The diagnosis came in 2020, the same week a rabid coyote attacked her family on a hike. “My husband, Ian, had to strangle the coyote to save us. That was Monday. My diagnosis came Wednesday. COVID hit two weeks later,” she says. “Mentally, it felt like rock bottom.”

A Trail Culture Built on Love and Stubbornness

Despite being told in December she’d “never run again” due to knee injuries, Alison finished the Vermont 100 miler seven months later and didn’t just finish. She became the first visually impaired woman to do so, set the course record, and placed third in her age group among non-adaptive athletes. “I used to say, ‘I got third in my age group,’ instead of mentioning the course record,” she admits. “It’s taken some reframing, but I’m learning to celebrate both.”

She credits Vermont’s inclusive environment and the encouragement of race director Amy, who also guided her during the race. “Pinning that blind bib on for the first time was huge,” Alison says. “It was Amy saying, ‘Are you sure you don’t want the help you need?’ That moment changed everything for me.”

The support of race directors will lead to more stories of adaptive athletes, not just visually impaired ultrarunners, being shared. Removing the stigma and the gatekeeping will allow many to thrive in our sports. Alison is a great leader and role model in making this a movement.

The Family That Hikes Together…

Running isn’t just Alison’s thing, it’s a family affair.
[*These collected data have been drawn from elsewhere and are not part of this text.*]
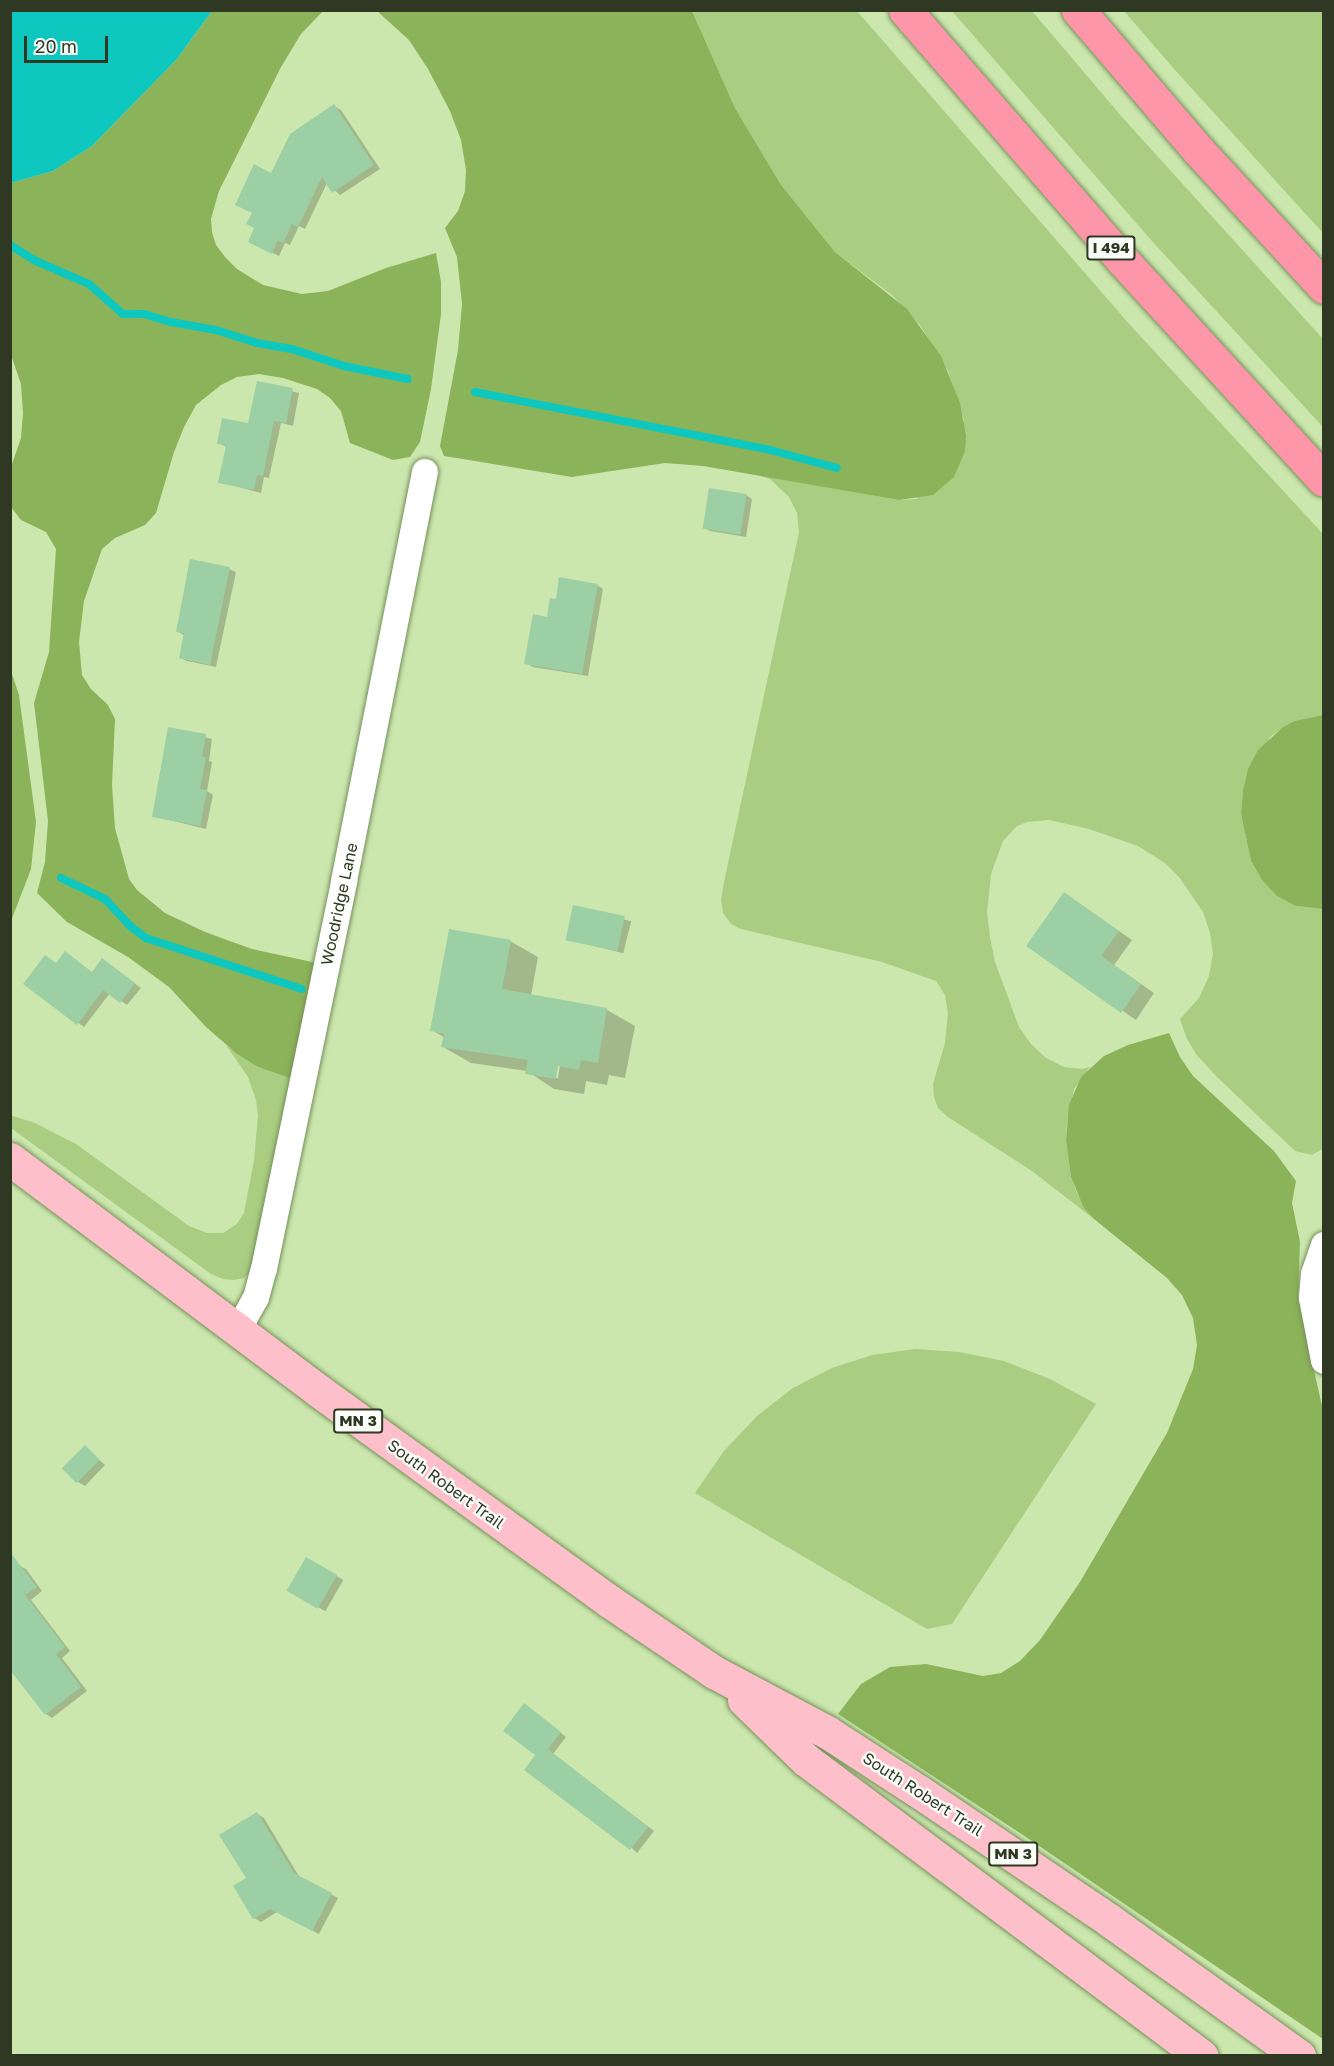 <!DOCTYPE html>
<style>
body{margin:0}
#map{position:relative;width:1334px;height:2066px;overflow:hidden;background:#cbe7ae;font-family:"Golos Text",sans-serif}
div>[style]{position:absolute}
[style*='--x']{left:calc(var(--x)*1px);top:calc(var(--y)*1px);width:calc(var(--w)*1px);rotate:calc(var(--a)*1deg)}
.green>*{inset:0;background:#a9cd81}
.forest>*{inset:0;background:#8bb359}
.water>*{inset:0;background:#0ec7be}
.shadow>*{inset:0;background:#0003;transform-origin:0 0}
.stream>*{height:8px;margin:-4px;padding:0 4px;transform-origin:4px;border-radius:4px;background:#0ec7be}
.building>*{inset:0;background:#9cd0a4;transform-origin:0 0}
.roads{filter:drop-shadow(0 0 2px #76905a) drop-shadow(0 0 2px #76905a)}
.street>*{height:26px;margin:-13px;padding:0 13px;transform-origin:13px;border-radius:13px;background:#fff}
.primary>*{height:33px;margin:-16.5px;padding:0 16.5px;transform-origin:16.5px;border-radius:16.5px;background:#fdc0cb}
.highway>*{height:33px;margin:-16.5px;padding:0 16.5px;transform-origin:16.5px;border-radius:16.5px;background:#fc96a8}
span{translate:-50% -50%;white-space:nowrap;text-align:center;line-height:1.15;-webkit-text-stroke:4.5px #fbfef8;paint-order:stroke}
.shield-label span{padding:2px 4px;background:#fbfef8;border:2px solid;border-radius:4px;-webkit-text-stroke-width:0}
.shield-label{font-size:15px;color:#2e3822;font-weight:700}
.street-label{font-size:16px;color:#2e3822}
.frame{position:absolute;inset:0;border:12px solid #2e3822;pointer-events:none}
.scale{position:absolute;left:24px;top:36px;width:84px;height:27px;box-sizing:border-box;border:3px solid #2e3822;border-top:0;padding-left:8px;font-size:18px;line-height:21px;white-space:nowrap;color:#2e3822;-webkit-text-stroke:4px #fbfef8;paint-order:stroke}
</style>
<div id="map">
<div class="green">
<i style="clip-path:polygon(692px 11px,857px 11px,1131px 326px,1323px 534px,1323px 715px,1294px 721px,1271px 736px,1243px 791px,1241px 814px,1251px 861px,1262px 880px,1296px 906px,1323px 909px,1324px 1148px,1312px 1155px,1295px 1151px,1216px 1076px,1196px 1054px,1187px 1039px,1180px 1019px,1199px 998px,1209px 976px,1213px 954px,1210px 933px,1203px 912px,1179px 877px,1165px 863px,1138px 846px,1089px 829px,1049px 820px,1027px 822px,1017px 826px,1003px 841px,991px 874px,987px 912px,990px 937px,995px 962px,1019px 1027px,1031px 1044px,1046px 1058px,1064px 1067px,1082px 1069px,1090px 1067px,1074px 1089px,1067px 1122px,1066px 1140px,1071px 1177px,1077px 1193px,1094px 1219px,1032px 1171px,948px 1117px,938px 1108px,934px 1097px,933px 1084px,945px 1043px,948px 1013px,945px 995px,936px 981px,882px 962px,741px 929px,731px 924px,723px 913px,721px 900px,724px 882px,799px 532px,797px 513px,789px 497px,770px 479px,754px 474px,898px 500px,917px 499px,964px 420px,948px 371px,920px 325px,892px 295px,835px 252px,781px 185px,735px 108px)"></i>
<i style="clip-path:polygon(952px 11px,1032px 11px,1122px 117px,1323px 339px,1323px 427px,1151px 240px)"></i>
<i style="clip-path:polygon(1124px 11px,1323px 11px,1323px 233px,1175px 70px)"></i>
<i style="clip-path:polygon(226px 1045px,258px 1067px,292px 1079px,253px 1270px,244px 1278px,234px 1280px,223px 1279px,211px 1274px,11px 1128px,10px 1115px,35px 1123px,76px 1144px,189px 1226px,207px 1233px,223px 1233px,237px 1224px,244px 1213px,254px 1160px,258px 1115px,256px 1100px,248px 1077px)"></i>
<i style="clip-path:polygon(915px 1349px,959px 1352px,1004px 1361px,1050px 1379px,1096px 1404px,952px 1624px,927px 1629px,695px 1493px,724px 1451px,757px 1416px,793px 1388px,832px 1368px,872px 1355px)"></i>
</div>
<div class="forest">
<i style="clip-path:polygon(212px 11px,323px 11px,301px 34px,281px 67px,219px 191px,211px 219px,212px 232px,216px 245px,225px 257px,237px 269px,263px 285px,302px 294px,328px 291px,386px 268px,436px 253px,441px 282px,441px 314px,431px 389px,420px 442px,410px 457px,393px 460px,350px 443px,341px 411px,330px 398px,317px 389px,283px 378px,259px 374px,237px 377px,221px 385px,196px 405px,184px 427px,174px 452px,156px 513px,145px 525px,115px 538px,102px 549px,84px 601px,79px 642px,82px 675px,91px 689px,108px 705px,115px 719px,112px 785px,115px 828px,129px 879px,137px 890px,165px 913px,205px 932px,252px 949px,317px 963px,292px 1079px,258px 1067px,236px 1053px,206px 1027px,169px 987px,128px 957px,67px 922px,37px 893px,45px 862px,48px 821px,34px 703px,49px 652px,56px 549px,46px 532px,21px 520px,11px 507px,11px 467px,21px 438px,23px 413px,21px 384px,11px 355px,11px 183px,53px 171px,92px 146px,176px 60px)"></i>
<i style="clip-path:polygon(377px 11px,692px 11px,735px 108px,781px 185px,835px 252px,907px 309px,941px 356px,960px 403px,966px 436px,965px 451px,954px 477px,933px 495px,899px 500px,703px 466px,665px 463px,572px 477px,444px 456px,440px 446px,458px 350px,462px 304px,457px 257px,445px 228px,458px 211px,465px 191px,466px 170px,461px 140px,450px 111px,428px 69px,409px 40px)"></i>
<i style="clip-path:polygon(10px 668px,19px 695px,36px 822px,31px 869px,11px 921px)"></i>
<i style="clip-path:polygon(1323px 715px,1324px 715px,1323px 909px,1296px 906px,1277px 896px,1262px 880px,1251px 861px,1241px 814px,1243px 791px,1248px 769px,1258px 750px,1282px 728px,1294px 721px)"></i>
<i style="clip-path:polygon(1169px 1033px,1180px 1057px,1193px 1076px,1274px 1151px,1296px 1181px,1292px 1203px,1300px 1242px,1298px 1299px,1324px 1415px,1323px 2039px,1023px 1835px,838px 1714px,861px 1684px,890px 1667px,926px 1664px,983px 1676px,1001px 1673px,1020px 1661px,1040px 1640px,1080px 1582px,1167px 1433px,1193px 1369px,1197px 1345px,1193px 1318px,1182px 1295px,1167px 1278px,1094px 1219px,1084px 1208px,1071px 1177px,1066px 1140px,1069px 1105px,1081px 1077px,1104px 1056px,1128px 1045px)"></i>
</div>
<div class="water">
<i style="clip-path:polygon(10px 11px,11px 10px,212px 11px,176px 60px,92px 146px,53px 171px,11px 183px)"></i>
</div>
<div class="shadow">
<i style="clip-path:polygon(334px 106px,341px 110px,380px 169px,340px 195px,327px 183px,305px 229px,299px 226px,290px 245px,285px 243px,279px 256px,256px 245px,272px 175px)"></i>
<i style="clip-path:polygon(258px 383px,299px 393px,293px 426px,281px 423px,269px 478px,264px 477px,261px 493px,220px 482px,227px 447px,218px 443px,249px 425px)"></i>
<i style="clip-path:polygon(746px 495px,752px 499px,746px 537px,710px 531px,704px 527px)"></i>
<i style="clip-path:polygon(229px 569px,236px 572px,216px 667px,187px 661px,180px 658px,184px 635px,177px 631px)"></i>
<i style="clip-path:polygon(597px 585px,603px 589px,588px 676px,533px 667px,526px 663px,557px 600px)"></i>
<i style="clip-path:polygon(170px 729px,212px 739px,209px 761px,212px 762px,207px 791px,213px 795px,206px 829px,153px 816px)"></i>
<i style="clip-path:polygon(1065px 894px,1132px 940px,1114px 965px,1154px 993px,1136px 1020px,1028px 946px)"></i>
<i style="left:574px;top:907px;width:59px;height:33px;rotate:14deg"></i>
<i style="clip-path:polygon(evenodd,510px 941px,538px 957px,531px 996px,607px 1010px,635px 1026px,625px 1078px,609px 1075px,607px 1085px,586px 1081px,584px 1094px,554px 1089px,527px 1071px,471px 1063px,443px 1047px,445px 1038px,432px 1030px,510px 941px,558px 1058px,561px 1059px,558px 1078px,555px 1078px,558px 1058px)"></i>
<i style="clip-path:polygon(109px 964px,141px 988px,127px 1005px,110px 993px,84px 1027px,25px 983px,57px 965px,93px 973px)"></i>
<i style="clip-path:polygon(85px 1447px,105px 1465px,85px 1486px,78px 1482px)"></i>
<i style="left:307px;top:1559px;width:42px;height:36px;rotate:30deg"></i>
<i style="clip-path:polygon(19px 1566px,26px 1569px,42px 1591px,31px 1600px,70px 1651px,62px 1658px,87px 1691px,52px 1718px,46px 1714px)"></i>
<i style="clip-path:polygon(530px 1709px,566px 1737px,553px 1754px,654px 1831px,637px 1853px,537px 1755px)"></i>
<i style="clip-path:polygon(257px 1814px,264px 1818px,300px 1878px,338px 1898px,319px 1934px,277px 1912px,261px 1922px,254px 1918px,248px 1879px)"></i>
</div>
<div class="stream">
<i style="--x:10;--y:245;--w:31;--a:32"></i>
<i style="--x:36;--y:261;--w:58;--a:23.5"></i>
<i style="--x:89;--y:284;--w:45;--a:41.4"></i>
<i style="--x:123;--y:314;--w:21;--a:0"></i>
<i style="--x:144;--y:314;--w:28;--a:17"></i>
<i style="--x:171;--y:322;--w:46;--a:10.1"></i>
<i style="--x:216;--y:330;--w:43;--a:17.6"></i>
<i style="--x:257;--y:343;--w:36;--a:10"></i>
<i style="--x:292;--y:349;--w:55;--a:18.1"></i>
<i style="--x:344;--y:366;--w:65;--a:11.5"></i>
<i style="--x:475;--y:392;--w:301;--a:11.1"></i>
<i style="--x:770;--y:450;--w:69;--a:15"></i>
<i style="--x:61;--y:878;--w:49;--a:25.5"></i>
<i style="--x:105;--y:899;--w:37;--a:47"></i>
<i style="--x:130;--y:926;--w:20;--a:37"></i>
<i style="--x:146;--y:938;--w:164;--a:18.1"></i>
</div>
<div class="building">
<i style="clip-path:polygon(334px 104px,374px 165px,332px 193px,322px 177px,298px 227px,292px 224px,283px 243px,278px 240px,272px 254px,248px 242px,254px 228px,246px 224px,252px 213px,235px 205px,254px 164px,271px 173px,290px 134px)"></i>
<i style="clip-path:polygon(257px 381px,293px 388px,286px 423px,274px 421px,263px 476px,257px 475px,254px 490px,218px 483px,226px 445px,217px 444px,222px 418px,248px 423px)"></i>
<i style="left:709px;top:488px;width:38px;height:41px;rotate:9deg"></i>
<i style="clip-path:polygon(190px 559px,230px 567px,210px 665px,179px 658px,184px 633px,176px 632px)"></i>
<i style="clip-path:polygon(559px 577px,598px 584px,582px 674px,524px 664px,533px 614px,547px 617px,550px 598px,556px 599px)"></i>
<i style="clip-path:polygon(168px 727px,206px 734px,202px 757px,206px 757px,200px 789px,207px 790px,200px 826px,152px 817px)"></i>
<i style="clip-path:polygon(1064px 892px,1119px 931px,1101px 956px,1141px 984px,1121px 1013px,1026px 946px)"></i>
<i style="left:573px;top:905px;width:53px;height:36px;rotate:12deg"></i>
<i style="clip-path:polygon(449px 929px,511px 940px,502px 989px,607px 1008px,598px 1063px,581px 1060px,579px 1070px,558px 1066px,556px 1079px,525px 1074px,528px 1060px,441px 1047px,444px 1034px,430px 1031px)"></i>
<i style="clip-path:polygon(65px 951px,92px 972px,102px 958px,135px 983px,120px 1003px,103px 990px,77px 1025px,23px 984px,45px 955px,56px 963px)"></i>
<i style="left:85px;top:1445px;width:21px;height:33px;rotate:45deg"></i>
<i style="clip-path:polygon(10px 1552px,37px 1587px,25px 1595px,65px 1647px,56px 1654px,81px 1687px,45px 1715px,10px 1670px)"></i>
<i style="left:306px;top:1557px;width:36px;height:39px;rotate:30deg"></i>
<i style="clip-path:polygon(524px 1703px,561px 1732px,548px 1749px,648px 1827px,630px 1850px,524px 1770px,535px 1755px,503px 1731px)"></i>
<i style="clip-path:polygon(257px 1812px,294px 1873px,332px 1893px,312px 1931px,270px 1909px,253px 1919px,233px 1886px,246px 1878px,219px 1835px)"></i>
</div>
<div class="roads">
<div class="street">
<i style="--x:1324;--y:1245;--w:31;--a:109"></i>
<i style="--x:1314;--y:1274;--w:24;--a:95"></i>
<i style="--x:1312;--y:1298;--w:64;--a:79.2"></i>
<i style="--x:238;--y:1330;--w:37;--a:-61"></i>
<i style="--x:256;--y:1298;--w:30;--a:-75"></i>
<i style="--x:264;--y:1269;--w:396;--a:-78.3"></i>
<i style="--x:344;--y:881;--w:417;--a:-78.8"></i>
</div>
<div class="primary">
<i style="--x:10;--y:1159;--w:386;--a:36.9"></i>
<i style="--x:319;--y:1391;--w:358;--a:35.9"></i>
<i style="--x:609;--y:1601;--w:127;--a:34.1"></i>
<i style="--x:714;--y:1672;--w:128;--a:28"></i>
<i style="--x:827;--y:1732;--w:108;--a:33"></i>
<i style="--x:918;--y:1791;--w:230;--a:34"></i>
<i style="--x:1109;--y:1920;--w:234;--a:35.6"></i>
<i style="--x:744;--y:1700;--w:86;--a:44.1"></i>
<i style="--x:806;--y:1760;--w:494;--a:36.8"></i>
</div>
<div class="highway">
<i style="--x:905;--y:10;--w:335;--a:49"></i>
<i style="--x:1125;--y:263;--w:294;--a:47.5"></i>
<i style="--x:1078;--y:10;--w:184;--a:49.4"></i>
<i style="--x:1198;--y:150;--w:186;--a:47.4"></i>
</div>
</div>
<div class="shield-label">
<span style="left:1111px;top:248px">I 494</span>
<span style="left:358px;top:1421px">MN 3</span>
<span style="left:1013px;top:1854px">MN 3</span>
</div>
<div class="street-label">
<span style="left:339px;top:904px;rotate:-78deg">Woodridge Lane</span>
<span style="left:446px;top:1484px;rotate:36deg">South Robert Trail</span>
<span style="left:923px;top:1794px;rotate:33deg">South Robert Trail</span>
</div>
<div class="frame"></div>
<div class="scale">20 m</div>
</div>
She and Ian are raising three “little endurance athletes,” and they’ve already completed 42 of New Hampshire’s 48 4,000-foot peaks. “They’ve done the Z Bond traverse which is 19 miles and 5,000 feet of gain in under 9 hours with us,” she says proudly. “We’re hoping they’ll crew or pace us one day, but honestly, we’ll probably be crewing for them.”

Their household is built around movement, love, and the idea that limitations are often self-imposed. “Kids are only limited by what we tell them they can’t do,” Alison says. “We want them to see us doing hard things and figuring out how to do them, not saying we can’t.”

Smart Training, Cranky Knees, and One Big Dream

Even with a cranky knee and fading vision, Alison’s not done. Far from it. She’s chasing a sub-24 hour 100-miler and eyeing the Wild Horse 200 in Wales with Ian. The dream? Western States 100, though with 20,000 to 1 odds, she’s also advocating for adaptive athlete categories at more big races.

“I got a two-hour PR at Vermont, so of course I think, ‘Can I go back and do it again but faster?’” she says with a grin. “Or maybe go find another course record to chase.”

Not “Inspiring” ….. Capable

Alison hesitated to wear the blind bib because of how people often respond. “We get a lot of ‘you’re so inspiring,’” she says. “I hope people are inspired because of who I am and what I’ve done and not just because I have a bib that says I’m blind.”

She wants races to celebrate adaptive athletes without making them feel like charity cases. “I’m not good at asking for help,” she says. “But when it’s openly offered and celebrated, it’s easier to accept. That’s the shift the sport needs.”

As a visually impaired ultrarunner her story is one of many that needs to be told so that others can be inspired and motivated to chase their finish lines.

Mantras That Move Her

“I can and I will.”
“I get to run.”
“I cannot stop.”
“My body can do amazing things.”

These are the mantras that carry Alison through both races and life with vision loss. “Running helps me feel capable when my eyes make me feel the opposite,” she says. “There’s a lot of guilt and shame when you can’t recognize someone or read something important. But on the trail? I’m powerful again.”

What She’d Tell the Next Alison

For the woman running her first half marathon or the person losing their vision: just keep moving.

“Start with small steps,” she says. “Shift your mindset from ‘I have to’ to ‘I get to.’ That changed everything for me. And if you think you’ve hit the bottom? Push toward something that brings you joy.”

Because Alison Roy isn’t just running 100 miles. She’s showing all of us what’s possible even when the world tells you otherwise.